=== Begin Enclosure ===

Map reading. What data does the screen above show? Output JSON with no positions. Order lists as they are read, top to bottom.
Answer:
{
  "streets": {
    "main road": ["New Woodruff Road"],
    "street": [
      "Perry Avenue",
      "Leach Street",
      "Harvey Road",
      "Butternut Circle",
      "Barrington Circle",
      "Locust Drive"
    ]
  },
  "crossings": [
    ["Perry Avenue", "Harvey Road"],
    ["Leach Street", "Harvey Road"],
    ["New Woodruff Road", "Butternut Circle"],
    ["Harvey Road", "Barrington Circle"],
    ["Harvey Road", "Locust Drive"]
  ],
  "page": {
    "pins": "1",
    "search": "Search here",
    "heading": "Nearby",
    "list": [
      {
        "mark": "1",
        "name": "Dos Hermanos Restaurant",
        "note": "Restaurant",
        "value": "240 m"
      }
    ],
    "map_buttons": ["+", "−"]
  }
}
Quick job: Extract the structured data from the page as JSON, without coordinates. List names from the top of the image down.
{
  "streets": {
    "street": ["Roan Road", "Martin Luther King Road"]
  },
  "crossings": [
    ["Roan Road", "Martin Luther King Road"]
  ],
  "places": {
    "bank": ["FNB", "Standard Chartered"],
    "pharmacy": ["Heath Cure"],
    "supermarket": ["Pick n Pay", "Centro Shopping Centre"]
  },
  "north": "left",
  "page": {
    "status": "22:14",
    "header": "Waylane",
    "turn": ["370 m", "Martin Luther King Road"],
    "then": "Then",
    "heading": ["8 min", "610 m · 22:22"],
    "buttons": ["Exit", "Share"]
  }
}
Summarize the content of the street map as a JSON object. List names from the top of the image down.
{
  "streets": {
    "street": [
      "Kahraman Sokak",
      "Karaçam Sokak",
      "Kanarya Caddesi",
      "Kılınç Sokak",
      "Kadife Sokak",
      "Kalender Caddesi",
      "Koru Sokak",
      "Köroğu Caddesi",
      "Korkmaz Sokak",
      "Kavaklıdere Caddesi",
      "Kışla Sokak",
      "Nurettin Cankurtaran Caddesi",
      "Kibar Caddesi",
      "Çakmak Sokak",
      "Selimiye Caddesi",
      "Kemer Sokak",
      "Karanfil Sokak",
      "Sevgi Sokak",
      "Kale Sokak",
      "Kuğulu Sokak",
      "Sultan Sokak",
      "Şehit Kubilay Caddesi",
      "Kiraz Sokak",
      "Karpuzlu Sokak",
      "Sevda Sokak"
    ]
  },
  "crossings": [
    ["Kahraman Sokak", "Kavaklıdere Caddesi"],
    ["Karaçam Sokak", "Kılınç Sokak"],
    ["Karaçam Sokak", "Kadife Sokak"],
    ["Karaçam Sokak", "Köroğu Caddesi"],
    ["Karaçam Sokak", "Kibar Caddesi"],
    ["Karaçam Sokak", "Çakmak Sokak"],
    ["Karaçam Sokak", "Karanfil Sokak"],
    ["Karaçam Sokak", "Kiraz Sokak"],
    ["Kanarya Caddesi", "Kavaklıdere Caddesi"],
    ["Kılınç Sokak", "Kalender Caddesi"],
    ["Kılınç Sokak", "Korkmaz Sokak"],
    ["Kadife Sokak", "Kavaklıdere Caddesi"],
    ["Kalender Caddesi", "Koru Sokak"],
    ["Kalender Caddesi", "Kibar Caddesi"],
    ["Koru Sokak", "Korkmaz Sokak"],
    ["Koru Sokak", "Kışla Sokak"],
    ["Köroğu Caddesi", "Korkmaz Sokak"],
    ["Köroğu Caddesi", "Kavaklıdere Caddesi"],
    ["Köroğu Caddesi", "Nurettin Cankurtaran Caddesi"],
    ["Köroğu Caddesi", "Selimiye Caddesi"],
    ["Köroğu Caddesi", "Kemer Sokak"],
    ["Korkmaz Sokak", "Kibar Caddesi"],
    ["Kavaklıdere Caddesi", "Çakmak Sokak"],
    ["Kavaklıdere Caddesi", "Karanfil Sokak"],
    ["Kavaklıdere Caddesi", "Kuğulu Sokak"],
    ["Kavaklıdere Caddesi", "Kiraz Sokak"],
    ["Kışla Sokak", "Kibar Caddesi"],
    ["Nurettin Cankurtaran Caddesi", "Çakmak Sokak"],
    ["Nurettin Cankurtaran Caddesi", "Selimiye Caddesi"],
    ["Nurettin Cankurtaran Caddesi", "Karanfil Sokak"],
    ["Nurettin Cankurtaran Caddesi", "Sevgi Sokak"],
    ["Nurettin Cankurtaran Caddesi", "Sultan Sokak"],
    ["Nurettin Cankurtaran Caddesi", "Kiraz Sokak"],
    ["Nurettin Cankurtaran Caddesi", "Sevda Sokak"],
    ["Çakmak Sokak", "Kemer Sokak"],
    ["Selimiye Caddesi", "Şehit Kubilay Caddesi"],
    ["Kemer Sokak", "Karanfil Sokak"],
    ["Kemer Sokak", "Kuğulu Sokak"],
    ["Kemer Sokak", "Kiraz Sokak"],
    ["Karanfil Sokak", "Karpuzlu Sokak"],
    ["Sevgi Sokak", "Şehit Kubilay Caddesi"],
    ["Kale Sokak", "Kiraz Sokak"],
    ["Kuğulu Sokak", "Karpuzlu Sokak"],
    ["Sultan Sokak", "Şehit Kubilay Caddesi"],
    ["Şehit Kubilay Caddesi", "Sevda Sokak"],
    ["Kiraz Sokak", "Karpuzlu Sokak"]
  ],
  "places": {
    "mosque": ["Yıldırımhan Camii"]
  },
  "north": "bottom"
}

=== End Enclosure ===

Task item :: Output all of the data above without any alteration.

Solution ::
Map reading. What data does the screen above show? Output JSON with no positions. Order lists as they are read, top to bottom.
Answer:
{
  "streets": {
    "main road": ["New Woodruff Road"],
    "street": [
      "Perry Avenue",
      "Leach Street",
      "Harvey Road",
      "Butternut Circle",
      "Barrington Circle",
      "Locust Drive"
    ]
  },
  "crossings": [
    ["Perry Avenue", "Harvey Road"],
    ["Leach Street", "Harvey Road"],
    ["New Woodruff Road", "Butternut Circle"],
    ["Harvey Road", "Barrington Circle"],
    ["Harvey Road", "Locust Drive"]
  ],
  "page": {
    "pins": "1",
    "search": "Search here",
    "heading": "Nearby",
    "list": [
      {
        "mark": "1",
        "name": "Dos Hermanos Restaurant",
        "note": "Restaurant",
        "value": "240 m"
      }
    ],
    "map_buttons": ["+", "−"]
  }
}
Quick job: Extract the structured data from the page as JSON, without coordinates. List names from the top of the image down.
{
  "streets": {
    "street": ["Roan Road", "Martin Luther King Road"]
  },
  "crossings": [
    ["Roan Road", "Martin Luther King Road"]
  ],
  "places": {
    "bank": ["FNB", "Standard Chartered"],
    "pharmacy": ["Heath Cure"],
    "supermarket": ["Pick n Pay", "Centro Shopping Centre"]
  },
  "north": "left",
  "page": {
    "status": "22:14",
    "header": "Waylane",
    "turn": ["370 m", "Martin Luther King Road"],
    "then": "Then",
    "heading": ["8 min", "610 m · 22:22"],
    "buttons": ["Exit", "Share"]
  }
}
Summarize the content of the street map as a JSON object. List names from the top of the image down.
{
  "streets": {
    "street": [
      "Kahraman Sokak",
      "Karaçam Sokak",
      "Kanarya Caddesi",
      "Kılınç Sokak",
      "Kadife Sokak",
      "Kalender Caddesi",
      "Koru Sokak",
      "Köroğu Caddesi",
      "Korkmaz Sokak",
      "Kavaklıdere Caddesi",
      "Kışla Sokak",
      "Nurettin Cankurtaran Caddesi",
      "Kibar Caddesi",
      "Çakmak Sokak",
      "Selimiye Caddesi",
      "Kemer Sokak",
      "Karanfil Sokak",
      "Sevgi Sokak",
      "Kale Sokak",
      "Kuğulu Sokak",
      "Sultan Sokak",
      "Şehit Kubilay Caddesi",
      "Kiraz Sokak",
      "Karpuzlu Sokak",
      "Sevda Sokak"
    ]
  },
  "crossings": [
    ["Kahraman Sokak", "Kavaklıdere Caddesi"],
    ["Karaçam Sokak", "Kılınç Sokak"],
    ["Karaçam Sokak", "Kadife Sokak"],
    ["Karaçam Sokak", "Köroğu Caddesi"],
    ["Karaçam Sokak", "Kibar Caddesi"],
    ["Karaçam Sokak", "Çakmak Sokak"],
    ["Karaçam Sokak", "Karanfil Sokak"],
    ["Karaçam Sokak", "Kiraz Sokak"],
    ["Kanarya Caddesi", "Kavaklıdere Caddesi"],
    ["Kılınç Sokak", "Kalender Caddesi"],
    ["Kılınç Sokak", "Korkmaz Sokak"],
    ["Kadife Sokak", "Kavaklıdere Caddesi"],
    ["Kalender Caddesi", "Koru Sokak"],
    ["Kalender Caddesi", "Kibar Caddesi"],
    ["Koru Sokak", "Korkmaz Sokak"],
    ["Koru Sokak", "Kışla Sokak"],
    ["Köroğu Caddesi", "Korkmaz Sokak"],
    ["Köroğu Caddesi", "Kavaklıdere Caddesi"],
    ["Köroğu Caddesi", "Nurettin Cankurtaran Caddesi"],
    ["Köroğu Caddesi", "Selimiye Caddesi"],
    ["Köroğu Caddesi", "Kemer Sokak"],
    ["Korkmaz Sokak", "Kibar Caddesi"],
    ["Kavaklıdere Caddesi", "Çakmak Sokak"],
    ["Kavaklıdere Caddesi", "Karanfil Sokak"],
    ["Kavaklıdere Caddesi", "Kuğulu Sokak"],
    ["Kavaklıdere Caddesi", "Kiraz Sokak"],
    ["Kışla Sokak", "Kibar Caddesi"],
    ["Nurettin Cankurtaran Caddesi", "Çakmak Sokak"],
    ["Nurettin Cankurtaran Caddesi", "Selimiye Caddesi"],
    ["Nurettin Cankurtaran Caddesi", "Karanfil Sokak"],
    ["Nurettin Cankurtaran Caddesi", "Sevgi Sokak"],
    ["Nurettin Cankurtaran Caddesi", "Sultan Sokak"],
    ["Nurettin Cankurtaran Caddesi", "Kiraz Sokak"],
    ["Nurettin Cankurtaran Caddesi", "Sevda Sokak"],
    ["Çakmak Sokak", "Kemer Sokak"],
    ["Selimiye Caddesi", "Şehit Kubilay Caddesi"],
    ["Kemer Sokak", "Karanfil Sokak"],
    ["Kemer Sokak", "Kuğulu Sokak"],
    ["Kemer Sokak", "Kiraz Sokak"],
    ["Karanfil Sokak", "Karpuzlu Sokak"],
    ["Sevgi Sokak", "Şehit Kubilay Caddesi"],
    ["Kale Sokak", "Kiraz Sokak"],
    ["Kuğulu Sokak", "Karpuzlu Sokak"],
    ["Sultan Sokak", "Şehit Kubilay Caddesi"],
    ["Şehit Kubilay Caddesi", "Sevda Sokak"],
    ["Kiraz Sokak", "Karpuzlu Sokak"]
  ],
  "places": {
    "mosque": ["Yıldırımhan Camii"]
  },
  "north": "bottom"
}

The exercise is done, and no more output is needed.